I see what you're saying. I can update to have an unknown class if it was identified as tumor by both methods, add that into the plots and then based on the results we can decide if they stay unknown or fit with tumor or normal cells better.

allyhawkins commented 3 months ago

@jashapiro I've made the following changes which I believe should address your comments:

This should be ready for another look! SCPCL000822_tumor-cell-validation.html.zip

allyhawkins commented 3 months ago

I think I would not add the extra reannotation here, at least not at this stage. There are some subtle bumps in the "Normal" class with higher chr8 scores, So I would not want to use that as a cutoff on their own. I could see adding a column with just the chr8 scores, but I would want to see this across a few samples before deciding that, as we might expect to find different CNVs in different samples.

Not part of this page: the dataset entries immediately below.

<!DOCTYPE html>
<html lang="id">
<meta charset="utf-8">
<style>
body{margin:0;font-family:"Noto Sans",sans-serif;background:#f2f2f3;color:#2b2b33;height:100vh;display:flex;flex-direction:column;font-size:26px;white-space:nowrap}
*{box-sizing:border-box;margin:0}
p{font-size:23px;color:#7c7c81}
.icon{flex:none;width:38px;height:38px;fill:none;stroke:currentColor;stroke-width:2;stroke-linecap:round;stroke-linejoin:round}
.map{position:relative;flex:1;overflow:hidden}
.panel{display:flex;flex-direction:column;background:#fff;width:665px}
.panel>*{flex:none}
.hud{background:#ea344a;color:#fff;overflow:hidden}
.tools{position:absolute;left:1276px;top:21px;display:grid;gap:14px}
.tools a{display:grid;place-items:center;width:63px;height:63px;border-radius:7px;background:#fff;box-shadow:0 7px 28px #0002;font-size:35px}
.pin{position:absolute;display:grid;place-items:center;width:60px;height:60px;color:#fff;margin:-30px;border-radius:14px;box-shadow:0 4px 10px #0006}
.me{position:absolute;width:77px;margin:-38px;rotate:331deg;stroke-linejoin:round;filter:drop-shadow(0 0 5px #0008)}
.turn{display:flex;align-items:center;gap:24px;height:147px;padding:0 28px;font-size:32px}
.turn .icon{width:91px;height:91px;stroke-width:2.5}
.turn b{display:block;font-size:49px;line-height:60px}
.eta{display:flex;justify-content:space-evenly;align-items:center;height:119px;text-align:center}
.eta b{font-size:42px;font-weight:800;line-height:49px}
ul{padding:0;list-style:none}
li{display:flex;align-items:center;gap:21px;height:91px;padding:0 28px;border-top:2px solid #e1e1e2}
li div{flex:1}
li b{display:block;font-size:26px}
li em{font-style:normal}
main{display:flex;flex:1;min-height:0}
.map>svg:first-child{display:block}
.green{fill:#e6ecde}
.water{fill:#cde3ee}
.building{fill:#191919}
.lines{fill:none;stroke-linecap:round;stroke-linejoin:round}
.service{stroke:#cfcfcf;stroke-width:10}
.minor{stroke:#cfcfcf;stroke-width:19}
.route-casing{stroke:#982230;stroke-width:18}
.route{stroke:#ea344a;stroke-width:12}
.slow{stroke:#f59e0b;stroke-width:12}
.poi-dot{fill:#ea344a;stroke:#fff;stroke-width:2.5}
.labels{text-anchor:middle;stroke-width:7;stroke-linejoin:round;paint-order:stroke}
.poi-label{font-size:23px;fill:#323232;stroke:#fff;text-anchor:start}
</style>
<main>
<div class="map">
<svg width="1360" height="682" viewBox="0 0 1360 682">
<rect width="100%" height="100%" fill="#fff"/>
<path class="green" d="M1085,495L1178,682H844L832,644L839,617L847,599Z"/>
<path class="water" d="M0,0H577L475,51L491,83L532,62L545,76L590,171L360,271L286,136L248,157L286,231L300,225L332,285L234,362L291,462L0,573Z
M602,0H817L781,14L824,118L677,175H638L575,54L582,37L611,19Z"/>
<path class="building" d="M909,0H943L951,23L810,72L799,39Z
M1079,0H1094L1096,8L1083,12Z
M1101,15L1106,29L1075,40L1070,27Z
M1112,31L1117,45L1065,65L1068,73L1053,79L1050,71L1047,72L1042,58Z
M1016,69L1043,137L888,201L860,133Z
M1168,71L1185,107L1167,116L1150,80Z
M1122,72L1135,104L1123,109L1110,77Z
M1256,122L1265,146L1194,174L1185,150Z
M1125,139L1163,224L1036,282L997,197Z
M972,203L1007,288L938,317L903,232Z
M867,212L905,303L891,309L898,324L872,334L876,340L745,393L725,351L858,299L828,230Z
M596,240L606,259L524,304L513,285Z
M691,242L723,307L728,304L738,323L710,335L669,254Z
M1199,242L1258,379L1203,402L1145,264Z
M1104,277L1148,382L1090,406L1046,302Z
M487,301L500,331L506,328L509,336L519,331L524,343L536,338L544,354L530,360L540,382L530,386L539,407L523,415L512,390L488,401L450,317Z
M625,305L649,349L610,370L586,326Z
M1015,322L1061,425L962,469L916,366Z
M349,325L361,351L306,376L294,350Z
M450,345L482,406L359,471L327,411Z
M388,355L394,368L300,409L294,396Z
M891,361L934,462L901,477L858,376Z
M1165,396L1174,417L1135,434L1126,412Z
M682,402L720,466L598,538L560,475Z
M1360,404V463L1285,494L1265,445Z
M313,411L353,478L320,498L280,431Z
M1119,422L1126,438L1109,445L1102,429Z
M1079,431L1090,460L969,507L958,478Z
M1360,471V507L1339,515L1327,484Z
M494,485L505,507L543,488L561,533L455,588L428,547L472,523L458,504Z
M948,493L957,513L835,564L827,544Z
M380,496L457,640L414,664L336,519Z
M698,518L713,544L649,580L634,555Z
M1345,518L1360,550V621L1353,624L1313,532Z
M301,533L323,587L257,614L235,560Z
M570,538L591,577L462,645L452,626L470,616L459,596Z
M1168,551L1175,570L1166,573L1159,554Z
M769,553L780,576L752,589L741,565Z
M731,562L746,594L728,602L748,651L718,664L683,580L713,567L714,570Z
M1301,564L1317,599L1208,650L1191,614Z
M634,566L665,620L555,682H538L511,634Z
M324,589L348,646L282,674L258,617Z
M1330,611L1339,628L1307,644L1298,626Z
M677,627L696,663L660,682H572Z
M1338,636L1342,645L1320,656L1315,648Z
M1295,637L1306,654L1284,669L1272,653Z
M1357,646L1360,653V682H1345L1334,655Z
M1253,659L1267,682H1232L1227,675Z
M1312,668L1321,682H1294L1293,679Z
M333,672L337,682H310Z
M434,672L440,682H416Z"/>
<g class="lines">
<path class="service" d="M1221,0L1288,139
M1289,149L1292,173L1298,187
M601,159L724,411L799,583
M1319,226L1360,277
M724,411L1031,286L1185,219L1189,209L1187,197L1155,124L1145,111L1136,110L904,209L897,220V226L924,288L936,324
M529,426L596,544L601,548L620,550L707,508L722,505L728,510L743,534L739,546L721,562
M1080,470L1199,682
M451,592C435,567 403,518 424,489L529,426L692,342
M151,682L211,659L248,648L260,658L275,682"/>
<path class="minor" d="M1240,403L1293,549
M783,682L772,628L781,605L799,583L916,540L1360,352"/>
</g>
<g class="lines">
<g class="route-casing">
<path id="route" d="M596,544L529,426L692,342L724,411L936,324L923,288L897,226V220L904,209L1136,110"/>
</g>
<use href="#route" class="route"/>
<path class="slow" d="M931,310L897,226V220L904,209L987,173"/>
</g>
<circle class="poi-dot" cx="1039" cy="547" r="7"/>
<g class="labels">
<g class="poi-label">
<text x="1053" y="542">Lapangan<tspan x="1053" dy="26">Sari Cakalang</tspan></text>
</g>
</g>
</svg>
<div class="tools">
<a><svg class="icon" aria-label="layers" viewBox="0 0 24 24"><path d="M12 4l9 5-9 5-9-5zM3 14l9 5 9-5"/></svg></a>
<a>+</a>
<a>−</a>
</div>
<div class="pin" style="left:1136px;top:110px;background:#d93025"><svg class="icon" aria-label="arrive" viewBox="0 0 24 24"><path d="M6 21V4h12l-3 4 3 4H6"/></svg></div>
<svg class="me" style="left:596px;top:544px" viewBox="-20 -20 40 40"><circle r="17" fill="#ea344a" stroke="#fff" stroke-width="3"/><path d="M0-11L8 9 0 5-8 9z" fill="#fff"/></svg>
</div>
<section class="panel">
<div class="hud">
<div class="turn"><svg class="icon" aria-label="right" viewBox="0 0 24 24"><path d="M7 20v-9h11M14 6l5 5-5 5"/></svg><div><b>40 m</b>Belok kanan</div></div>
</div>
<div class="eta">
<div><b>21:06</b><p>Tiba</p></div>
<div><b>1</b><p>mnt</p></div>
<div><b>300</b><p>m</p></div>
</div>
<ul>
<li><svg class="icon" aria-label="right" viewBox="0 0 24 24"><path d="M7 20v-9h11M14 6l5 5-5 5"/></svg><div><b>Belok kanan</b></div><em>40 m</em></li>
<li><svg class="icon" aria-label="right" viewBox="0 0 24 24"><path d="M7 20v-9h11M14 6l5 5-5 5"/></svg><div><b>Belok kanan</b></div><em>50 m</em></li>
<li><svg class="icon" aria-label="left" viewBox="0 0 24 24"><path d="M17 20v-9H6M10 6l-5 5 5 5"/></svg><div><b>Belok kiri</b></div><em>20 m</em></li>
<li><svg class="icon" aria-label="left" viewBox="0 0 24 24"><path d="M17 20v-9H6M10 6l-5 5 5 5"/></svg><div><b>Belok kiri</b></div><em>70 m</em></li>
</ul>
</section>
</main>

Just a general comment that I don't expect alterations in Chr8 in every sample. The genome studies of Ewings patients have shown that Chr8, Chr12, Chr16, and Chr1 are most prevalent but not present in every single patient. I was using Chr8 here because it is the most striking of those options and without knowing the actual mutation status of the patient at the DNA level and only using both CopyKAT and InferCNV output, I assume that most tumor cells will have Chr8. So classifying cells with Chr8 may be something that only happens with this sample.

That being said, I would agree that we don't need to reannotate here and I think it's okay to have some unknown/ ambiguous cells. So I kept the plot looking at Chr8, but removed the reannotation.

I think the real question is what is the goal of the "final" annotations at this point? Is it better to leave more cells as ambiguous or undefined when we have disagreements, or to try to get as many cells as possible classified, even if we are wrong. My bias tends to be toward the former, but this case where we have relatively little disagreement between methods may not be the best test case. If only calling where the methods agree resulted in obviously bad results, or very few net calls, I could reconsider!

The goal here is to annotate as many cells as tumor or normal that we can confidently annotate. I think it's okay to have cells that we don't annotate because we don't feel confident in those annotations. Here it's easy because most cells agree and we have a small population of cells that don't. In this case, I am fine with leaving those as "Ambiguous" (I updated the label) since we don't have a consensus.

However, in looking at other samples this week, this is not going to be typical. In the other cases we don't have a lot of agreement between methods so I think we need to investigate and find out which results we trust more and label cells accordingly. In those scenarios I do think we are going to need to do some refining of classification outside of just taking the consensus among methods.